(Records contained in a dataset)
-------

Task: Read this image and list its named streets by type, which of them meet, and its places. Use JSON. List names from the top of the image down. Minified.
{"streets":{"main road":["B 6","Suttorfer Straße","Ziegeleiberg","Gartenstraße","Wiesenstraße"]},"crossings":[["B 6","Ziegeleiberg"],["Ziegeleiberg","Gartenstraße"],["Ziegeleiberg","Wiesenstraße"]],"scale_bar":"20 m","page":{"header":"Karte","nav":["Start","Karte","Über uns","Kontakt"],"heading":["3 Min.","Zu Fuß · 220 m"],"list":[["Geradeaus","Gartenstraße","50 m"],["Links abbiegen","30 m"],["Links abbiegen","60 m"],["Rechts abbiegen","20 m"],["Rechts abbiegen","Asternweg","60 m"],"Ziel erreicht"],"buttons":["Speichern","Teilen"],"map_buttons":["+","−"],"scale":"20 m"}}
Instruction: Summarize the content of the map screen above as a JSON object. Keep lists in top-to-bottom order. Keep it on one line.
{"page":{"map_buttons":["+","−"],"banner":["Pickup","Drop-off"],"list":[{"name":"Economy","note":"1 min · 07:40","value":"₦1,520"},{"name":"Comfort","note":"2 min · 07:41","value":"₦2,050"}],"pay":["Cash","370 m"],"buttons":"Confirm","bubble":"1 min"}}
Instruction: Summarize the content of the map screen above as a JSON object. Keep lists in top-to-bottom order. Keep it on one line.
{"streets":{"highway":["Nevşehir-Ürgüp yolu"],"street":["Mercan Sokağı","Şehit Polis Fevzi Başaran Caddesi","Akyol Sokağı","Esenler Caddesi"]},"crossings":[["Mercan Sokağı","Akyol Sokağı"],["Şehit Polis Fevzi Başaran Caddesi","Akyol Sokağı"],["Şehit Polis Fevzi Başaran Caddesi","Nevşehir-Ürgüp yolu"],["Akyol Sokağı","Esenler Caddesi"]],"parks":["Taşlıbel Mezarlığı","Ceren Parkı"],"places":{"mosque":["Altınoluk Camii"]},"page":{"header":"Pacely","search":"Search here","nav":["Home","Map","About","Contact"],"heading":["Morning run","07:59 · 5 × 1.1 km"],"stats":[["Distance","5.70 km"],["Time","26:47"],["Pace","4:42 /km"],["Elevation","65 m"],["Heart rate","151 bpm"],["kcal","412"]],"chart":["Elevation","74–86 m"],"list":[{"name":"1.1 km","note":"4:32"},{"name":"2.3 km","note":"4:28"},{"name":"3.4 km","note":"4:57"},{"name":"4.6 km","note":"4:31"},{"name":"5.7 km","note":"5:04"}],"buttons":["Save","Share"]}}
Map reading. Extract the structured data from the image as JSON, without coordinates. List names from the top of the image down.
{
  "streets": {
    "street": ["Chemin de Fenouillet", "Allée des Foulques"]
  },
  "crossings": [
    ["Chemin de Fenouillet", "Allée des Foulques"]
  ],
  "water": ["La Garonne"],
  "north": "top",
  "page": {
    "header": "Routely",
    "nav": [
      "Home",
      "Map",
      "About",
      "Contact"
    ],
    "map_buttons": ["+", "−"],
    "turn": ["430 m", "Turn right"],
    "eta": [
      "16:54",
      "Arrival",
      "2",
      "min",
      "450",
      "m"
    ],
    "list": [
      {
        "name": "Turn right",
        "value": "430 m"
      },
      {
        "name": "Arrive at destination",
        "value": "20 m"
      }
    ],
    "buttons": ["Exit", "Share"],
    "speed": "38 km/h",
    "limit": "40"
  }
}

-------

◆ **What is needed**: All of the records above need to be copied exactly.

◆ **Worked solution**:
Task: Read this image and list its named streets by type, which of them meet, and its places. Use JSON. List names from the top of the image down. Minified.
{"streets":{"main road":["B 6","Suttorfer Straße","Ziegeleiberg","Gartenstraße","Wiesenstraße"]},"crossings":[["B 6","Ziegeleiberg"],["Ziegeleiberg","Gartenstraße"],["Ziegeleiberg","Wiesenstraße"]],"scale_bar":"20 m","page":{"header":"Karte","nav":["Start","Karte","Über uns","Kontakt"],"heading":["3 Min.","Zu Fuß · 220 m"],"list":[["Geradeaus","Gartenstraße","50 m"],["Links abbiegen","30 m"],["Links abbiegen","60 m"],["Rechts abbiegen","20 m"],["Rechts abbiegen","Asternweg","60 m"],"Ziel erreicht"],"buttons":["Speichern","Teilen"],"map_buttons":["+","−"],"scale":"20 m"}}
Instruction: Summarize the content of the map screen above as a JSON object. Keep lists in top-to-bottom order. Keep it on one line.
{"page":{"map_buttons":["+","−"],"banner":["Pickup","Drop-off"],"list":[{"name":"Economy","note":"1 min · 07:40","value":"₦1,520"},{"name":"Comfort","note":"2 min · 07:41","value":"₦2,050"}],"pay":["Cash","370 m"],"buttons":"Confirm","bubble":"1 min"}}
Instruction: Summarize the content of the map screen above as a JSON object. Keep lists in top-to-bottom order. Keep it on one line.
{"streets":{"highway":["Nevşehir-Ürgüp yolu"],"street":["Mercan Sokağı","Şehit Polis Fevzi Başaran Caddesi","Akyol Sokağı","Esenler Caddesi"]},"crossings":[["Mercan Sokağı","Akyol Sokağı"],["Şehit Polis Fevzi Başaran Caddesi","Akyol Sokağı"],["Şehit Polis Fevzi Başaran Caddesi","Nevşehir-Ürgüp yolu"],["Akyol Sokağı","Esenler Caddesi"]],"parks":["Taşlıbel Mezarlığı","Ceren Parkı"],"places":{"mosque":["Altınoluk Camii"]},"page":{"header":"Pacely","search":"Search here","nav":["Home","Map","About","Contact"],"heading":["Morning run","07:59 · 5 × 1.1 km"],"stats":[["Distance","5.70 km"],["Time","26:47"],["Pace","4:42 /km"],["Elevation","65 m"],["Heart rate","151 bpm"],["kcal","412"]],"chart":["Elevation","74–86 m"],"list":[{"name":"1.1 km","note":"4:32"},{"name":"2.3 km","note":"4:28"},{"name":"3.4 km","note":"4:57"},{"name":"4.6 km","note":"4:31"},{"name":"5.7 km","note":"5:04"}],"buttons":["Save","Share"]}}
Map reading. Extract the structured data from the image as JSON, without coordinates. List names from the top of the image down.
{
  "streets": {
    "street": ["Chemin de Fenouillet", "Allée des Foulques"]
  },
  "crossings": [
    ["Chemin de Fenouillet", "Allée des Foulques"]
  ],
  "water": ["La Garonne"],
  "north": "top",
  "page": {
    "header": "Routely",
    "nav": [
      "Home",
      "Map",
      "About",
      "Contact"
    ],
    "map_buttons": ["+", "−"],
    "turn": ["430 m", "Turn right"],
    "eta": [
      "16:54",
      "Arrival",
      "2",
      "min",
      "450",
      "m"
    ],
    "list": [
      {
        "name": "Turn right",
        "value": "430 m"
      },
      {
        "name": "Arrive at destination",
        "value": "20 m"
      }
    ],
    "buttons": ["Exit", "Share"],
    "speed": "38 km/h",
    "limit": "40"
  }
}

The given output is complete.